The second axis behind 16 types
If the four seasons split by temperature (warm/cool), the 16 types add value, chroma, and contrast. Each season usually breaks into Light, Bright/True, Muted/Deep, and a temperature-leaning variant — e.g. Light Spring, Bright Spring, Warm Spring, True Spring; Light Summer, Muted Summer, Cool Summer, True Summer, and so on for Autumn and Winter.
Three questions to narrow your sub-type
You don't need to memorize all sixteen. First: do light or dark colors make your face read clearer? Light points to the Light family, dark to Deep. Second: do clear or mutedcolors bring life to your skin? Clear means Bright/True, muted means the Muted family. Third: does soft or strong contrast look natural on you? Big differences between hair, eyes, and skin suit high-contrast Winter/Bright palettes.

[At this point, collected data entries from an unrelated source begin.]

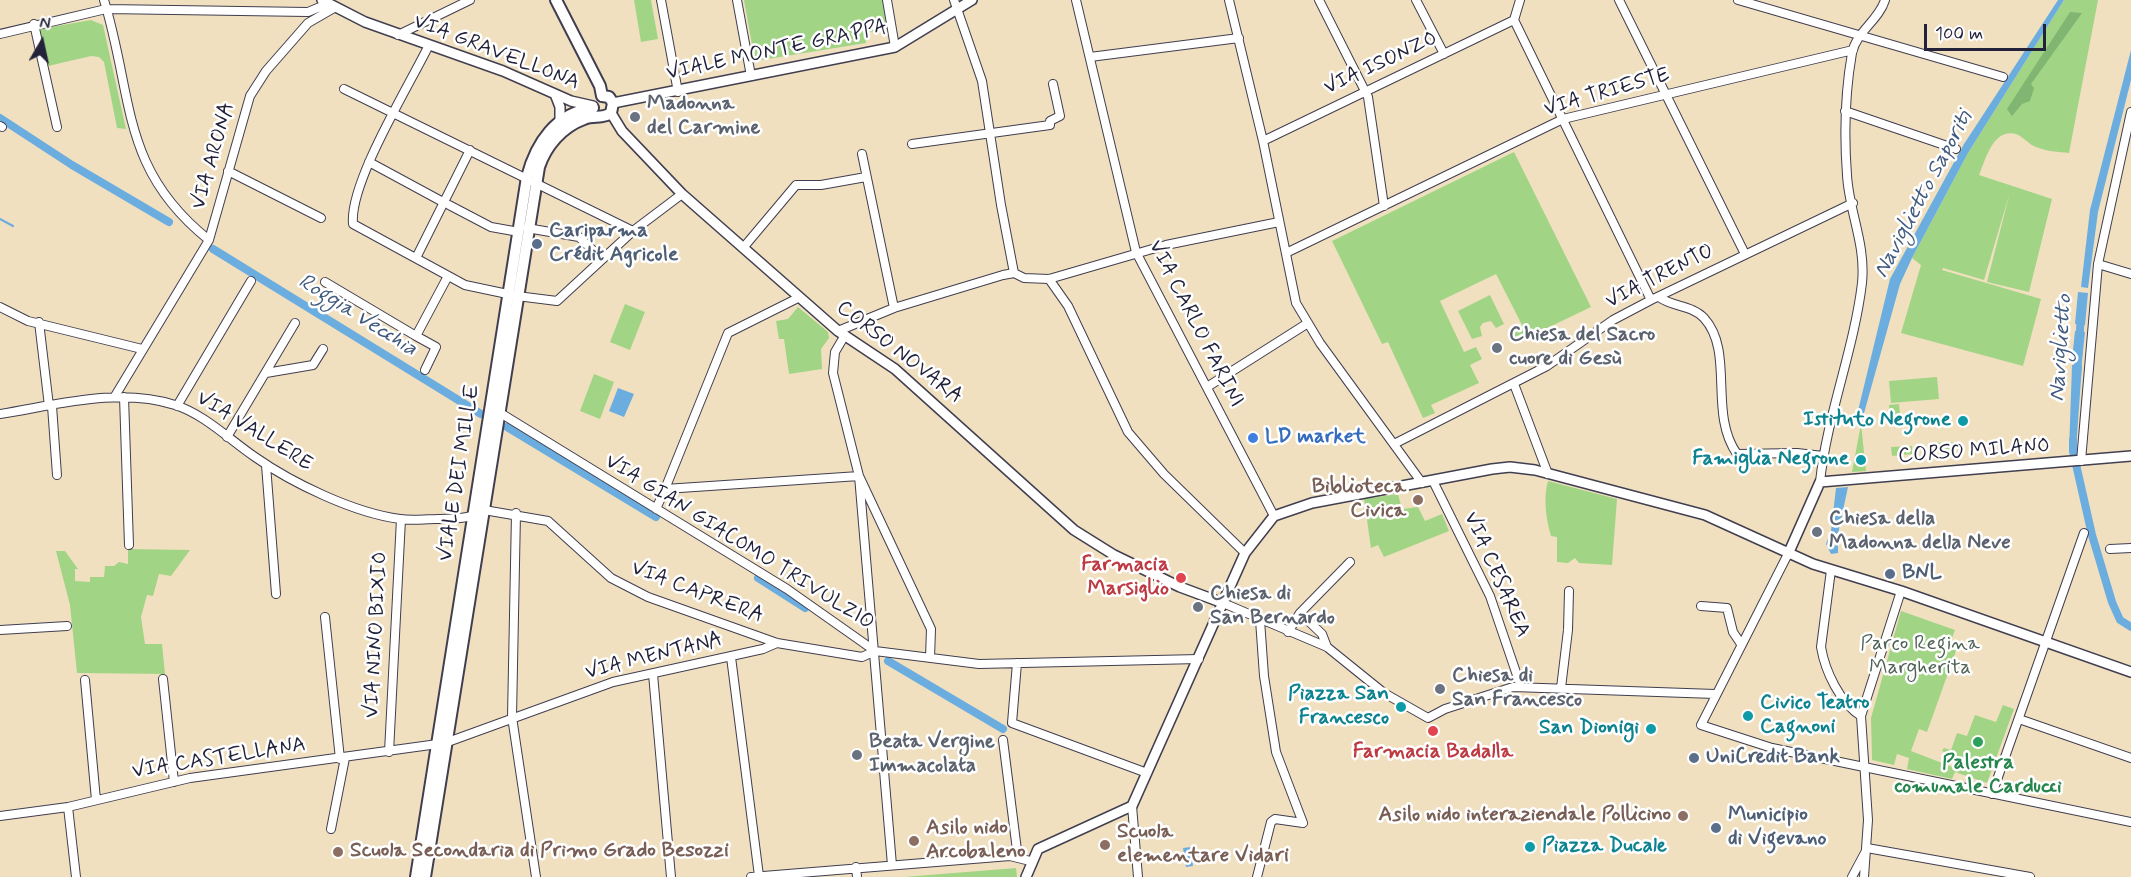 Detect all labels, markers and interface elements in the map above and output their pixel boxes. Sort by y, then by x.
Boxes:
street label: VIA GRAVELLONA [409,10,583,96]
north arrow [12,12,72,72]
scale bar [1927,12,2048,50]
text: N [38,13,52,35]
street label: VIALE MONTE GRAPPA [664,15,890,87]
text: 100 m [1935,22,1983,46]
street label: VIA ISONZO [1320,27,1442,101]
street label: VIA TRIESTE [1541,63,1673,123]
place label: Madonna del Carmine [647,92,760,142]
street label: VIA ARONA [187,99,241,213]
water label: Naviglietto Saporiti [1869,107,1979,283]
marker: Madonna del Carmine [628,110,642,124]
place label: Cariparma Crédit Agricole [549,219,678,269]
street label: VIA CARLO FARINI [1142,236,1248,412]
marker: Cariparma Crédit Agricole [530,237,544,251]
street label: VIA TRENTO [1602,239,1718,315]
water label: Roggia Vecchia [293,269,421,363]
water label: Naviglietto [2045,294,2079,402]
street label: CORSO NOVARA [831,296,967,410]
place label: Chiesa del Sacro cuore di Gesù [1509,323,1655,373]
marker: Chiesa del Sacro cuore di Gesù [1490,341,1504,355]
street label: VIALE DEI MILLE [434,383,486,563]
street label: VIA VALLERE [191,386,317,478]
place label: Istituto Negrone [1803,408,1951,434]
marker: Istituto Negrone [1956,414,1970,428]
place label: LD market [1265,425,1366,451]
marker: LD market [1246,431,1260,445]
street label: CORSO MILANO [1897,434,2051,470]
place label: Famiglia Negrone [1692,447,1849,473]
street label: VIA GIAN GIACOMO TRIVULZIO [600,449,878,637]
marker: Famiglia Negrone [1854,453,1868,467]
place label: Biblioteca Civica [1312,475,1406,525]
marker: Biblioteca Civica [1411,493,1425,507]
place label: Chiesa della Madonna della Neve [1829,507,2011,557]
street label: VIA CESAREA [1457,508,1535,642]
marker: Chiesa della Madonna della Neve [1810,525,1824,539]
street label: VIA NINO BIXIO [360,551,394,719]
place label: Farmacia Marsiglio [1081,553,1169,603]
street label: VIA CAPRERA [627,556,767,630]
place label: BNL [1902,561,1942,587]
marker: BNL [1883,567,1897,581]
marker: Farmacia Marsiglio [1174,571,1188,585]
place label: Chiesa di San Bernardo [1210,582,1335,632]
marker: Chiesa di San Bernardo [1191,600,1205,614]
street label: VIA MENTANA [583,628,725,686]
park label: Parco Regina Margherita [1860,632,1980,682]
place label: Chiesa di San Francesco [1452,664,1582,714]
place label: Piazza San Francesco [1288,682,1389,732]
marker: Chiesa di San Francesco [1433,682,1447,696]
place label: Civico Teatro Cagnoni [1760,691,1870,741]
marker: Piazza San Francesco [1394,700,1408,714]
marker: Civico Teatro Cagnoni [1741,709,1755,723]
place label: San Dionigi [1539,716,1639,742]
marker: San Dionigi [1644,722,1658,736]
marker: Farmacia Badalla [1426,724,1440,738]
place label: Beata Vergine Immacolata [869,730,995,780]
street label: VIA CASTELLANA [130,733,308,785]
marker: Palestra comunale Carducci [1971,735,1985,749]
place label: Farmacia Badalla [1353,740,1513,766]
place label: UniCredit Bank [1706,745,1840,771]
marker: Beata Vergine Immacolata [850,748,864,762]
marker: UniCredit Bank [1687,751,1701,765]
place label: Palestra comunale Carducci [1894,751,2062,801]
place label: Asilo nido interaziendale Pollicino [1378,803,1671,829]
place label: Municipio di Vigevano [1728,803,1827,853]
marker: Asilo nido interaziendale Pollicino [1676,809,1690,823]
place label: Asilo nido Arcobaleno [926,816,1026,866]
place label: Scuola elementare Vidari [1117,820,1289,870]
marker: Municipio di Vigevano [1709,821,1723,835]
marker: Asilo nido Arcobaleno [907,834,921,848]
place label: Piazza Ducale [1542,834,1667,860]
marker: Scuola elementare Vidari [1098,838,1112,852]
place label: Scuola Secondaria di Primo Grado Besozzi [350,839,729,865]
marker: Piazza Ducale [1523,840,1537,854]
marker: Scuola Secondaria di Primo Grado Besozzi [331,845,345,859]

A one-line style key per family
Light types live in soft, airy pastels; tone down any high-chroma color. Bright types light up from a single clear accent color. Muted types are most at ease in beige and greige mid-tones, using vivid colors only in small areas. Deep types find their center in rich, dark colors, while very pale colors wash them out.
16 types are a starting point, not a cage
One caution: the 16 types are coordinates that reduce shopping mistakes, not boxes that define you. Most people sit on a border between two types, and the coordinate drifts when you change hair color or get a tan. So instead of "I'm strictly Cool Winter," remember something like "I read clearest in clear, high-contrast colors" — and you'll stay steady in front of any wardrobe.
A mini experiment to try today
Drape a white cloth over your shoulders, take a selfie in natural light, then swap in a bright pastel, a clear primary, and a deep dark cloth in the same spot. Compare the photos: where do the shadows under your eyes fade and your face read clearer? That tells you which of the sixteen groups you sit closest to. Treat it all as a for-fun styling reference.